3. William Kennedy Smith The Alleged Crime: Smith, a Camelot nephew, went on a toot with uncle Senator Ted Kennedy during an Easter weekend in 1991 in Palm Beach. After meeting a woman at a local bar, Smith allegedly raped her on the lawn of the family's local compound. At trial, he claimed the sex was consensual. But this wasn't the first time Smith was accused of overly aggressive bedroom tactics, but the judge denied the prosecution's effort to bring in three additional women to testify to that effect.

Jury Deliberation: 77 minutes.

The Defense the Jury Bought: Do you see that hair? Only some crazy bitch wouldn't want to have consensual sex with a Kennedy.

2. Casey Anthony

The Alleged Crime: *sigh* Jury Deliberation: 10 hours, 40 minutes.

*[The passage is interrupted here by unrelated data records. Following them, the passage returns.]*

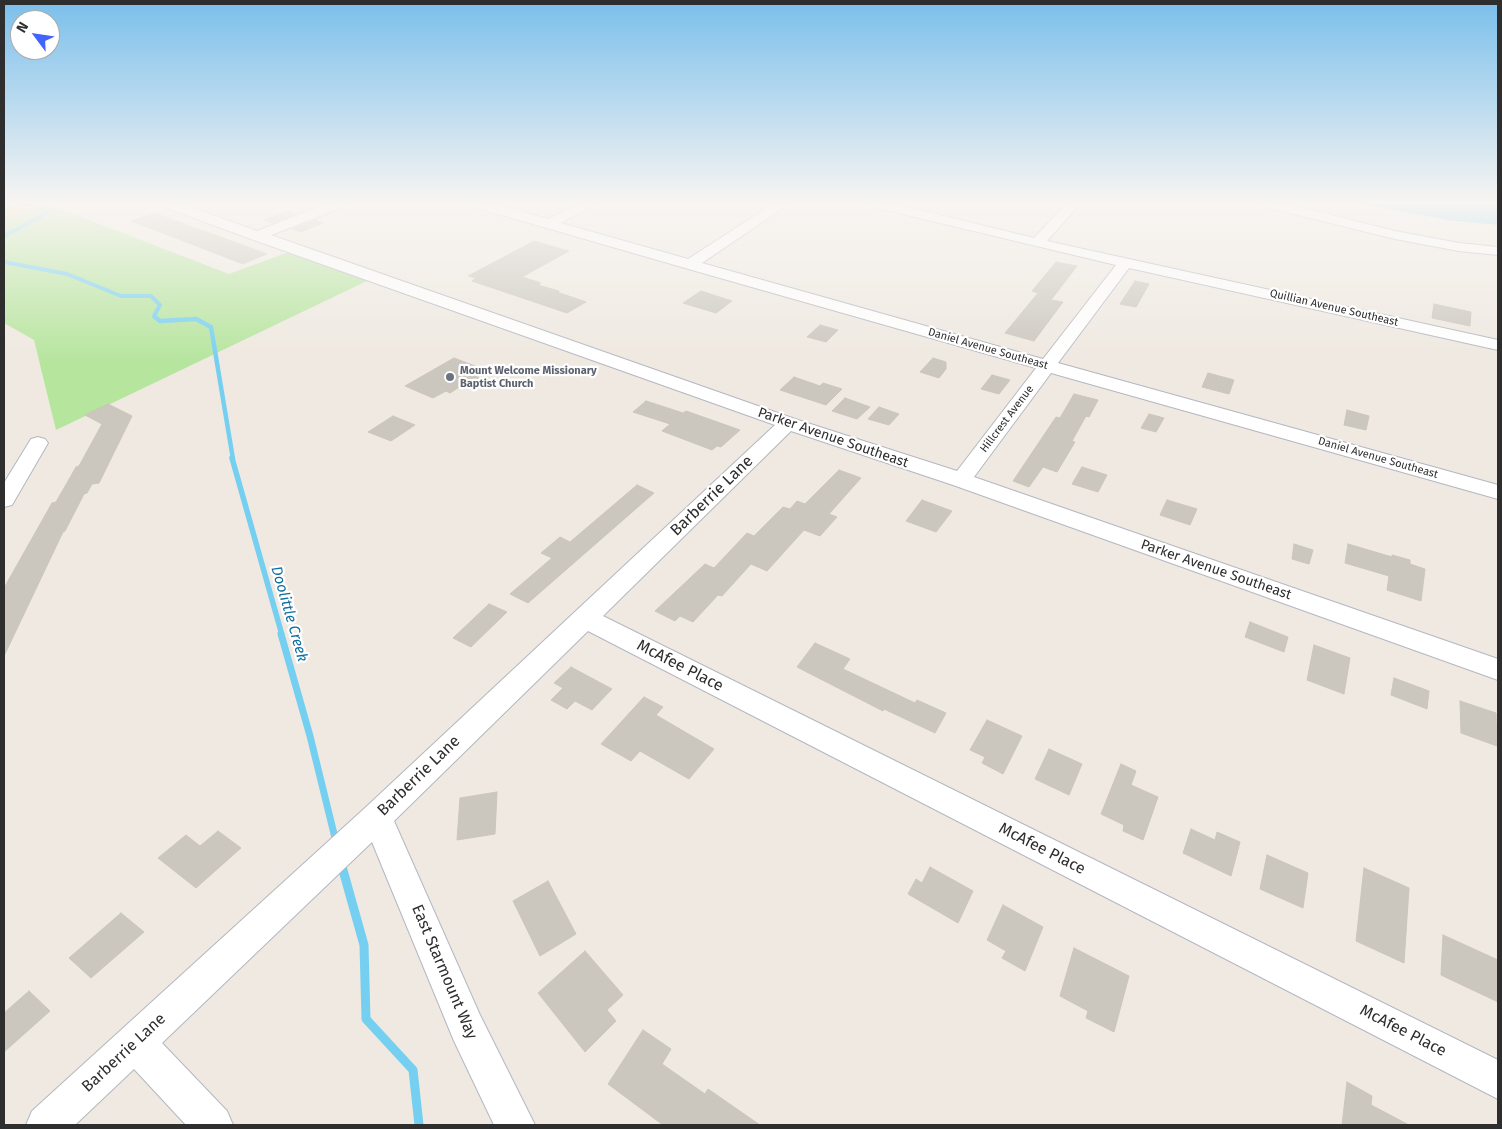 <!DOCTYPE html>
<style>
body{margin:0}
#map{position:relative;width:1502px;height:1129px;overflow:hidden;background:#efe9e1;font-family:"Fira Sans",sans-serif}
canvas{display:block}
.frame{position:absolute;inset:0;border:5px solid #2e2e2e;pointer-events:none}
.north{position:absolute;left:10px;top:10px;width:50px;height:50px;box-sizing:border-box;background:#fff;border:1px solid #ababab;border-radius:50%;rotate:301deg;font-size:14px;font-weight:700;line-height:20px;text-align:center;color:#2e2e2e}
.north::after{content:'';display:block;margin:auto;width:18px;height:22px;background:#4264fb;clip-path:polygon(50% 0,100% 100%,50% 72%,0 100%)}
</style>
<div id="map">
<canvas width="1502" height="1129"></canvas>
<div class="frame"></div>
<div class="north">N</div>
</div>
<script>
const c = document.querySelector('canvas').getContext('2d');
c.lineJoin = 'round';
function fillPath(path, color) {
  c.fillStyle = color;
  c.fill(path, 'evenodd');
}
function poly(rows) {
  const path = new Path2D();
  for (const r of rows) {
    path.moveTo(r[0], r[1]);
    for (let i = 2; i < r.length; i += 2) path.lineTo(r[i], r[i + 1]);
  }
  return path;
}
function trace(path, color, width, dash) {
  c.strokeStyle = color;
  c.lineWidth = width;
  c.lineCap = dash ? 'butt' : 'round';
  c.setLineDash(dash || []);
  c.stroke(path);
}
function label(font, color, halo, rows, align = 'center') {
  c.font = font + ' "Fira Sans",sans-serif';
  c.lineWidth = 4.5;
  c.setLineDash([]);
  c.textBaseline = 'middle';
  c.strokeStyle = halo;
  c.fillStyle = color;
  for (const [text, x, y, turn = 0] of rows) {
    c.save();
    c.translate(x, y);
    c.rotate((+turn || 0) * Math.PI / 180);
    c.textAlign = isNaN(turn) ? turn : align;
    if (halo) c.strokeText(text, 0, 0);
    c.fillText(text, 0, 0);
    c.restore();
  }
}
fillPath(poly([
 [4,204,48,204,229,274,294,250,371,279,56,430,34,340,4,323]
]), '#b6e59e');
fillPath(poly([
 [1361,204,1498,204,1498,225,1447,220]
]), '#75cff0');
trace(poly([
 [4,236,47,213],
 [4,262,67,274,121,296,151,296,160,305,154,316,156,318]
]), '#75cff0', 4);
trace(poly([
 [155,317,160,321,196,319,211,327,233,459]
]), '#75cff0', 4.5);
trace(poly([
 [232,458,282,635]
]), '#75cff0', 5.5);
trace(poly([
 [281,634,310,736,336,842]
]), '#75cff0', 7);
trace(poly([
 [341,863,364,945,366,1019,413,1070,419,1125]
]), '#75cff0', 9);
const building = poly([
 [288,211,296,214,272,223,264,220,288,211],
 [154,213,218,236,267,254,243,264,131,221,154,213],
 [315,220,323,223,301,232,292,229,315,220],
 [534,241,569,251,522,277,541,283,538,285,559,291,557,292,586,302,567,313,472,281,476,278,468,276,534,241],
 [1056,262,1077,266,1051,300,1063,302,1034,341,1005,333,1038,293,1032,291,1056,262],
 [1135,281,1149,284,1136,307,1120,304,1135,281],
 [701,291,732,301,716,313,683,303,701,291],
 [1434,304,1471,312,1470,326,1432,318,1434,304],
 [820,325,838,330,826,342,807,337,820,325],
 [454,358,488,371,477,377,481,379,466,388,461,386,450,393,446,391,433,398,405,386,454,358],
 [933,358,946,362,946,369,939,378,920,372,933,358],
 [1208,373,1234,380,1229,394,1202,387,1208,373],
 [992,375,1010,380,999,394,981,389,992,375],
 [794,377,820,386,823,383,842,389,826,405,780,390,794,377],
 [1074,394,1098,400,1089,417,1086,416,1072,441,1075,442,1057,472,1043,467,1029,487,1013,481,1056,417,1060,418,1074,394],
 [845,398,870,407,857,419,832,411,845,398],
 [646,401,683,413,686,411,740,430,721,447,717,446,712,450,662,431,670,424,633,412,646,401],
 [108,404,132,416,99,483,92,484,87,493,84,494,65,531,63,532,4,656,4,588,52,503,56,502,76,467,79,466,102,424,85,415,108,404],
 [879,407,899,414,889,425,868,419,879,407],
 [1347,410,1369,416,1366,430,1344,425,1347,410],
 [1149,414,1164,418,1156,432,1141,428,1149,414],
 [393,416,415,425,391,441,368,432,393,416],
 [1082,467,1107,475,1098,492,1072,484,1082,467],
 [839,470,861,478,829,514,837,517,820,536,804,530,767,571,751,564,722,596,718,595,693,622,680,616,675,621,655,611,705,564,714,568,747,533,754,536,783,507,790,509,797,501,805,504,839,470],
 [637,485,654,493,528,603,510,594,552,558,541,553,560,537,570,542,637,485],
 [922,500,952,511,936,532,906,521,922,500],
 [1167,500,1197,509,1190,525,1160,515,1167,500],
 [1294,544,1313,550,1309,564,1292,559,1294,544],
 [1348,544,1392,557,1392,555,1410,560,1410,564,1425,569,1421,601,1387,590,1389,576,1345,563,1348,544],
 [489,604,507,612,471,647,453,638,489,604],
 [1250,622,1288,637,1284,652,1245,637,1250,622],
 [815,643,850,659,843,669,915,703,917,700,946,713,935,733,884,709,883,711,797,667,815,643],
 [1314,645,1350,658,1344,694,1307,680,1314,645],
 [571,667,612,689,592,710,575,701,567,709,551,700,563,688,554,683,571,667],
 [1394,678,1429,691,1427,709,1391,695,1394,678],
 [644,697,663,707,656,715,714,749,689,779,640,751,631,761,601,744,644,697],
 [1460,701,1496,713,1497,746,1461,733,1460,701],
 [987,720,1022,736,1003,774,982,763,985,757,970,750,987,720],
 [1049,749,1082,764,1069,795,1035,779,1049,749],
 [1121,764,1136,771,1131,785,1158,797,1143,840,1123,831,1124,825,1101,814,1121,764],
 [497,792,495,834,457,840,460,798,497,792],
 [1191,829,1215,840,1217,832,1240,842,1231,876,1183,853,1191,829],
 [218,831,241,848,196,888,158,858,186,835,200,846,218,831],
 [1267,855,1308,873,1303,908,1260,889,1267,855],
 [930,867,973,891,958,923,908,894,916,879,922,883,930,867],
 [1364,868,1409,888,1404,963,1356,941,1364,868],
 [548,881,576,934,540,956,513,901,548,881],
 [1003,905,1043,927,1025,971,1002,958,1006,951,987,940,1003,905],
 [121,913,144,932,91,978,69,958,121,913],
 [1443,935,1498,960,1498,1002,1441,975,1443,935],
 [1074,948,1129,976,1114,1032,1086,1018,1088,1011,1060,996,1074,948],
 [585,951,623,995,607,1010,616,1021,585,1052,538,993,585,951],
 [29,991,50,1011,4,1052,4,1013,29,991],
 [643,1030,671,1049,662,1064,705,1094,708,1089,760,1125,663,1125,608,1084,643,1030],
 [1347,1082,1372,1096,1371,1105,1409,1125,1342,1125,1347,1082]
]);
fillPath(building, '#cbc7bf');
trace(building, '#cbc5ba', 1);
const minor = poly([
 [163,204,183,204,257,231,326,204,345,204,344,207,271,235,795,419,957,471,1036,368,685,268,474,207,473,204,495,204,548,219,578,204,595,204,561,223,688,259,773,204,789,204,702,263,1043,359,1116,265,877,208,871,204,895,204,1034,238,1066,204,1080,204,1047,241,1498,340,1498,350,1129,268,1058,363,1498,485,1498,499,1051,373,974,477,1498,659,1498,680,953,485,791,431,603,616,1498,1060,1498,1099,588,631,394,821,480,1015,535,1125,494,1125,454,1041,372,842,162,1043,227,1111,233,1125,186,1125,134,1069,75,1125,26,1125,32,1111,366,807,775,425,251,239,164,207,163,204],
 [1264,204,1288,204,1395,231,1459,243,1498,247,1498,255,1459,251,1395,239,1265,207,1264,204],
 [38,437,45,439,48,443,12,505,4,507,4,483,31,439,38,437]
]);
const major = poly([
 [18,204,41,204,39,207,4,219,4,209,18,204]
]);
trace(minor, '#b4b7c1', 2);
trace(major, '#c9c9c9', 2);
fillPath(minor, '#fff');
fillPath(major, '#f2d163');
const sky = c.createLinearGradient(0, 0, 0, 362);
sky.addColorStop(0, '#7abfeb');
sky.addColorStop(0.56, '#f8f5f2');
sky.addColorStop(1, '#f8f5f200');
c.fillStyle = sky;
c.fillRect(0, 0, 1502, 362);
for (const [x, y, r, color] of [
 [450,377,5,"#6b7280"]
]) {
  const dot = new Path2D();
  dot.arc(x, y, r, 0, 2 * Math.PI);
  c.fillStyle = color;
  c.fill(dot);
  trace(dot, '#fff', 2);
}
label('11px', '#2e2e2e', '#fff', [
 ["Quillian Avenue Southeast",1334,308,13],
 ["Daniel Avenue Southeast",988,349,16],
 ["Hillcrest Avenue",1007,419,-53],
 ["Daniel Avenue Southeast",1378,458,16]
]);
label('bold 11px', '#5b616d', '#fff', [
 ["Mount Welcome Missionary",460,371],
 ["Baptist Church",460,384]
], 'left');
label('14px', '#2e2e2e', '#fff', [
 ["Parker Avenue Southeast",833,438,19],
 ["Parker Avenue Southeast",1216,570,19]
]);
label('italic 15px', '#0d6fa3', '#fff', [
 ["Doolittle Creek",289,614,74]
]);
label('16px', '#2e2e2e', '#fff', [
 ["Barberrie Lane",712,496,-44],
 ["McAfee Place",680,666,27],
 ["Barberrie Lane",419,776,-44],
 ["McAfee Place",1042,849,27],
 ["East Starmount Way",444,972,67],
 ["McAfee Place",1403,1031,27],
 ["Barberrie Lane",124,1053,-43]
]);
</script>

The Defense the Jury Bought: What baby?

1. Ralph Lewis Wald, or The Most Florida-esque Dude Ever to Walk the Earth

The Alleged Crime: Wald, 70-year-old Vietnam vet with erectly dysfunction from Brandon, had only been married to his fifth wife for a couple months when he made a bad late night discovery last March. Getting up in the middle of the night for a glass of water, he found Johnna Lynn Flores on the living room floor with her former boyfriend, making the beast with two backs, as the Bard would put it (translation: doing it). Wald went back to his bedroom, got a gun, and put three bullets into 32-year-old Walter Conley.

Jury Deliberation: 2 hours.

The Defense the Jury Bought: Wald's lawyer dusted off the Stand Your Ground provision, arguing the old timer believed his wife was being raped by an intruder. They stayed together after the trial, because . . . why not?